What if the seller never mentions the lack of permits? While Article 2 states REALTORS® are only obligated to discover adverse facts that would be reasonably apparent to someone with expertise in those areas, I would think that a seller telling you his entire bathroom has been remodeled, would call for a follow up question as to whether permits were properly pulled.
A commercial contract's feasibility study period had ended, the buyer had waived all rights to object to property condition issues, and the parties were on the way to settlement on an old office building. A neighboring property owner and competitor (a man who has expressed an interest in buying the building) tells the listing agent that the HVAC system is faulty and that the toilets in the basement back up and the sewer line could have to be jackhammered. The owner is a triple-net lease landlord who knows very little about the property, which has been maintained by the tenant for years. Does the listing agent have to disclose these things to the buyer?
I don’t think so. First, what does the listing broker actually know? This information is just rumor from a very unreliable source with a motive to tank the deal and try to pick the property himself. The Buyer is purchasing the property as is, has conducted a thorough inspection of the property (which would reveal plumbing and HVAC problems), and is apparently satisfied with its condition. This question illustrates an interesting point about when we know something, and is a good illustration of why hearsay is not admissible in court. Just because you hear something doesn’t mean you actually know it to be true.
A gas fireplace has no gas line hookup and no propane tank connection. The fireplace and insert are brand new, and would work perfectly with an energy source. Is it a misrepresentation to say that the fireplace is in “working order”?
I would think that in order for a fireplace to be in “working order,” it must actually light, and that is not possible without a fuel source. More importantly, the agent has no way of knowing whether the fireplace will work, even when a fuel source is connected.

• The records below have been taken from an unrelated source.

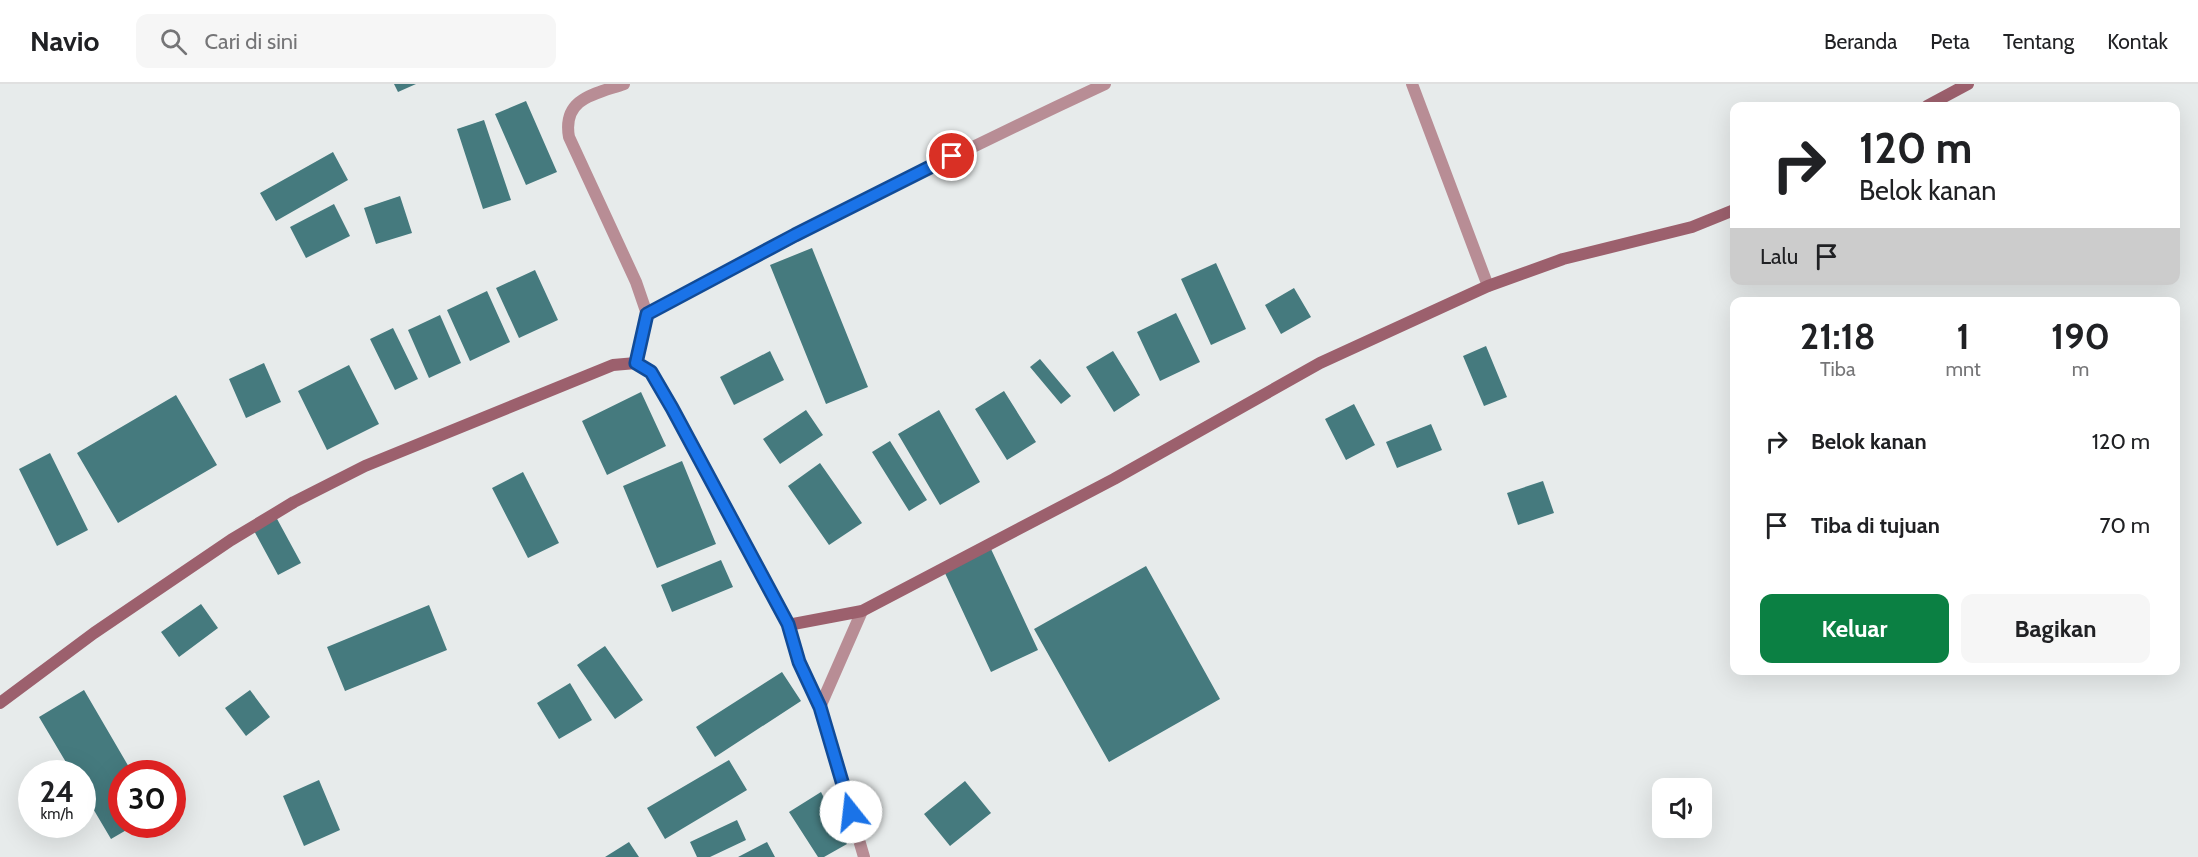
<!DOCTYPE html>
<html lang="id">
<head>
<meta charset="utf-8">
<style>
	body { margin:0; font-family:Cabin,sans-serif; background:#f6f6f6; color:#202124; height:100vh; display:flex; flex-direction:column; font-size:22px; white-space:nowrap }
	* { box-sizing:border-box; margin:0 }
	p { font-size:20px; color:#757577 }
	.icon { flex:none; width:33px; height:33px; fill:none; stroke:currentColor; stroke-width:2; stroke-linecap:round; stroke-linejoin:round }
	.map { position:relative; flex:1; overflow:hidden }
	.panel { position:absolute; left:1730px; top:213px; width:450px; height:378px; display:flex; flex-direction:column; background:#fff; border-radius:12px; box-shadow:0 6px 24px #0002 }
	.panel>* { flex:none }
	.hud { position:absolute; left:1730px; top:18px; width:450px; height:183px; border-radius:12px; box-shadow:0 6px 24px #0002; background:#fff; color:#202124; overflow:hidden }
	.tools { position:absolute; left:1652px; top:694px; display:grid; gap:12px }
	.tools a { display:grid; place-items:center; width:60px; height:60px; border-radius:12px; background:#fff; box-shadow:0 6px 24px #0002; font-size:30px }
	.speed { position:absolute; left:18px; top:676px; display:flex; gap:12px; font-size:30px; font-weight:700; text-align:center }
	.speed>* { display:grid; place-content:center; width:78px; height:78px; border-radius:50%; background:#fff; box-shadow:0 6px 24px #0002; line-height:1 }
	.speed small { font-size:15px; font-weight:400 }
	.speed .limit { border:9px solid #d22; background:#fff; color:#111 }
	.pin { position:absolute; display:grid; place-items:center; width:51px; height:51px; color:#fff; margin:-26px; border:3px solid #fff; border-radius:50%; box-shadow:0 2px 6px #0007 }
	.me { position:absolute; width:66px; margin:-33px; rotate:344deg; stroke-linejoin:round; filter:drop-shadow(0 0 4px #0008) }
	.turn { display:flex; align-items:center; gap:21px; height:126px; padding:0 30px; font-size:27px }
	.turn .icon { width:78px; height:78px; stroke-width:2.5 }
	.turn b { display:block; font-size:42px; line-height:51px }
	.then { display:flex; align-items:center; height:57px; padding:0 30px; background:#0003; gap:12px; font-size:22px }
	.eta { display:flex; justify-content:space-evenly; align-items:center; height:102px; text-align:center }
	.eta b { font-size:36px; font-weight:700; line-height:42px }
	.primary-button { display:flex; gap:12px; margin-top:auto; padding:12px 30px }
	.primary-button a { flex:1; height:69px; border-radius:12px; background:#0b8043; color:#fff; font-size:24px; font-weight:700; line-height:69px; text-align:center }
	.primary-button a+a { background:#f6f6f6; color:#202124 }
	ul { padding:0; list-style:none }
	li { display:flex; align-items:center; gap:18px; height:84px; padding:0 30px }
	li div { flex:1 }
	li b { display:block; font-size:22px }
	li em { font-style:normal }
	header { display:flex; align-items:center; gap:36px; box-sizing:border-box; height:84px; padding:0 30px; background:#fff; border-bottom:2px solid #e0e0e0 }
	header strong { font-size:28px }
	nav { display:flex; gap:33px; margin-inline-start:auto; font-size:21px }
	.search { width:420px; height:54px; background:#f6f6f6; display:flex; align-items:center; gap:15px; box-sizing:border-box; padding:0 21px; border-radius:12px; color:#757577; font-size:22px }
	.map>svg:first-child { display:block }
</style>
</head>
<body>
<header>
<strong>Navio</strong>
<div class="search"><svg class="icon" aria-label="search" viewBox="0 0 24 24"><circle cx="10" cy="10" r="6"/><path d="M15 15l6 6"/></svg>Cari di sini</div>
<nav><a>Beranda</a><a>Peta</a><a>Tentang</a><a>Kontak</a></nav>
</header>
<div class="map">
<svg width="2198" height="773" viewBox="0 0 2198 773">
	<rect width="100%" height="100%" fill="#e7ebeb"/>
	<path fill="#457a7e" d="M 394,0 L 416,0 L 398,8 Z
		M 526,17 L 557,88 L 526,101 L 495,30 Z
		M 484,36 L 511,116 L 483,125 L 457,45 Z
		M 333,68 L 348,96 L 276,137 L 260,109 Z
		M 400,112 L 412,149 L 376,160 L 364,124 Z
		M 334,120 L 350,152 L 306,174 L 290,143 Z
		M 812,164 L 868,303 L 826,320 L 770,181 Z
		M 1216,179 L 1246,245 L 1211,261 L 1181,195 Z
		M 535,186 L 558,236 L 519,254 L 496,204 Z
		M 1294,204 L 1311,233 L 1281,250 L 1265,221 Z
		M 487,207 L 510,258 L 470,277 L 447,226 Z
		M 1176,229 L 1200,278 L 1160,297 L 1137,248 Z
		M 440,231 L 461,279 L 429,294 L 408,246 Z
		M 393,244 L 418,295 L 395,306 L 370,255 Z
		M 1486,262 L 1507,313 L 1484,322 L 1463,272 Z
		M 770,267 L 784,296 L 734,321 L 720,293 Z
		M 1113,267 L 1140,311 L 1114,328 L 1086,283 Z
		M 1040,275 L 1071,312 L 1061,320 L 1030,283 Z
		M 264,279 L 281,318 L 246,334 L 229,295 Z
		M 349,281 L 379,340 L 327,366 L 298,307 Z
		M 1004,307 L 1036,358 L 1007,376 L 975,325 Z
		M 641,308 L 666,362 L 607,391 L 582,337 Z
		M 176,311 L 217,381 L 118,439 L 77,369 Z
		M 1354,320 L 1375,361 L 1346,376 L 1325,335 Z
		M 806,326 L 823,351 L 780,380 L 763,355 Z
		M 939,326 L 980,398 L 940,421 L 898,350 Z
		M 1431,340 L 1442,366 L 1397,384 L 1386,358 Z
		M 890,357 L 927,416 L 909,427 L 872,368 Z
		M 50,369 L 88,446 L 57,462 L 19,385 Z
		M 682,377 L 716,460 L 657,484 L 623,402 Z
		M 820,379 L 862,439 L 829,461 L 788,402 Z
		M 523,388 L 559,459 L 528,474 L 492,404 Z
		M 1543,397 L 1554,429 L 1518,441 L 1507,409 Z
		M 276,433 L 301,479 L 278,491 L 253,445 Z
		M 991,465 L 1038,566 L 991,588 L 944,487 Z
		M 721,476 L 733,503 L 672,528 L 661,501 Z
		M 1146,482 L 1220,615 L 1109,678 L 1034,545 Z
		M 201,520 L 218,544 L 179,573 L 161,548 Z
		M 429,521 L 447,566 L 345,607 L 327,563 Z
		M 605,562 L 643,616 L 615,635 L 577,581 Z
		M 782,588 L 801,617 L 715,673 L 696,643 Z
		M 570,599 L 592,636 L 559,655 L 537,619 Z
		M 84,606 L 133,690 L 122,690 L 122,741 L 135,741 L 111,755 L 82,706 L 82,690 L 73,690 L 39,633 Z
		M 250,606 L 270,633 L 246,652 L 225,624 Z
		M 729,676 L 747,706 L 665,755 L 647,724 Z
		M 319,696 L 340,746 L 304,762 L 283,712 Z
		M 965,697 L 991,729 L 950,762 L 924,730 Z
		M 821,708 L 847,760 L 824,773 L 818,773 L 789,728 Z
		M 737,736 L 746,756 L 710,773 L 697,773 L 690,758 Z
		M 629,758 L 639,773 L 605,773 Z
		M 767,758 L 775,773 L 738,773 Z"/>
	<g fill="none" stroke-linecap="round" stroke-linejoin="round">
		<path stroke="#b88d95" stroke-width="12" d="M 624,0 C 595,10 562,14 569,53 L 636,198 L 647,230 L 636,279
			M 1412,0 L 1488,202
			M 647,230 C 798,149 950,72 1105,0
			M 862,527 L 820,623 L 864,773
			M 788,541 L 799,578 L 820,623"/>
		<path stroke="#9c606d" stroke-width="12" d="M 1927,22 L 1968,0
			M 0,619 L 94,549 L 231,456 L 294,418 L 365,382 L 613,281 L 636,279 L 651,288 L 672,323 L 788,541 L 862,527 L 1114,395 L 1320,279 L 1488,202 L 1563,175 L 1692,143 L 1734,126"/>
	</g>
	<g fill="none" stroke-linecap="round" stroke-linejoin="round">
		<g stroke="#114b97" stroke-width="15">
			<path id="route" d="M 851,728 L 820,623 L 799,578 L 788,540 L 672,324 L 651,288 L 636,279 L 647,230 L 795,151 L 952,72"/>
		</g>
		<use href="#route" stroke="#1a73e8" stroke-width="10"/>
	</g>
</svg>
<div class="tools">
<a><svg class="icon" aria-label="sound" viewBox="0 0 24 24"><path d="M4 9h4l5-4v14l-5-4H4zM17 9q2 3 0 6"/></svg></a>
</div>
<div class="speed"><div>24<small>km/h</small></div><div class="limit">30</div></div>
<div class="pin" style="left:952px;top:72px;background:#d93025"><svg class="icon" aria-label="arrive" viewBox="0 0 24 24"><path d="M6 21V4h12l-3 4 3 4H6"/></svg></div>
<svg class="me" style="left:851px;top:728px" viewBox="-20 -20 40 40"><circle r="19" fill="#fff"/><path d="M0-13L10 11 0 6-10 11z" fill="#1a73e8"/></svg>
<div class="hud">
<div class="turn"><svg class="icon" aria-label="right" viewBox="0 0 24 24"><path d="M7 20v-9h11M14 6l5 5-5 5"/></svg><div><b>120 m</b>Belok kanan</div></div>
<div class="then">Lalu<svg class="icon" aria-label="arrive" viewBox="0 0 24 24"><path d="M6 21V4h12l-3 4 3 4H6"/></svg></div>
</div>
<section class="panel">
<div class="eta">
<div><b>21:18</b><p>Tiba</p></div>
<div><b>1</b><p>mnt</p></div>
<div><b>190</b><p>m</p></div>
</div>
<ul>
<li><svg class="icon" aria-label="right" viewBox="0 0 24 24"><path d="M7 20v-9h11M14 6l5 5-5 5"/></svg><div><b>Belok kanan</b></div><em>120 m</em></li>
<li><svg class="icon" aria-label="arrive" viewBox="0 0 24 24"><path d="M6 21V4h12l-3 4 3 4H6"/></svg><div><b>Tiba di tujuan</b></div><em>70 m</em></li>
</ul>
<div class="primary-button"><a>Keluar</a><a>Bagikan</a></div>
</section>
</div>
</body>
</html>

To protect everyone involved, the best practice here would be to disclose that although the fireplace and insert are new, there is currently no fuel connection set up.
A property has an underground storage tank (UST) with heating oil still in it, although the house is now heated by gas. The seller has signed a disclosure and has asked the listing agent not to disclose the existence of the tank to prospective buyers. Must the listing agent disclose the existence of the tank? Does it matter if the listing agent is also a dual agent? Isn’t this a good example of why sellers who know of problems should be encouraged not to inform the listing agent?
The listing agent should encourage the owner to find out what the law says about underground storage tanks and comply with the law. If the owner does not agree to do so, the listing agent must disclose the tank to buyers because this is, in my opinion, a material adverse fact about the physical condition of the property. It should not matter whether the agent is a dual agent, as the disclosure is required by law.
The second part of the question bears consideration. I think it would be a mistake for us to discourage sellers from disclosing to us the potential problems that exist with their homes. In the first place, we know that by far the best way for sellers to deal with problems is to fix them, because to do so enhances the value and marketability of the property and greatly reduces the likelihood that a dispute over the results of the home inspection will ruin the transaction. If the seller will not fix the problems, then disclosure is still preferred as it allows the seller and his agent to manage the buyer’s expectations in a reasonable way.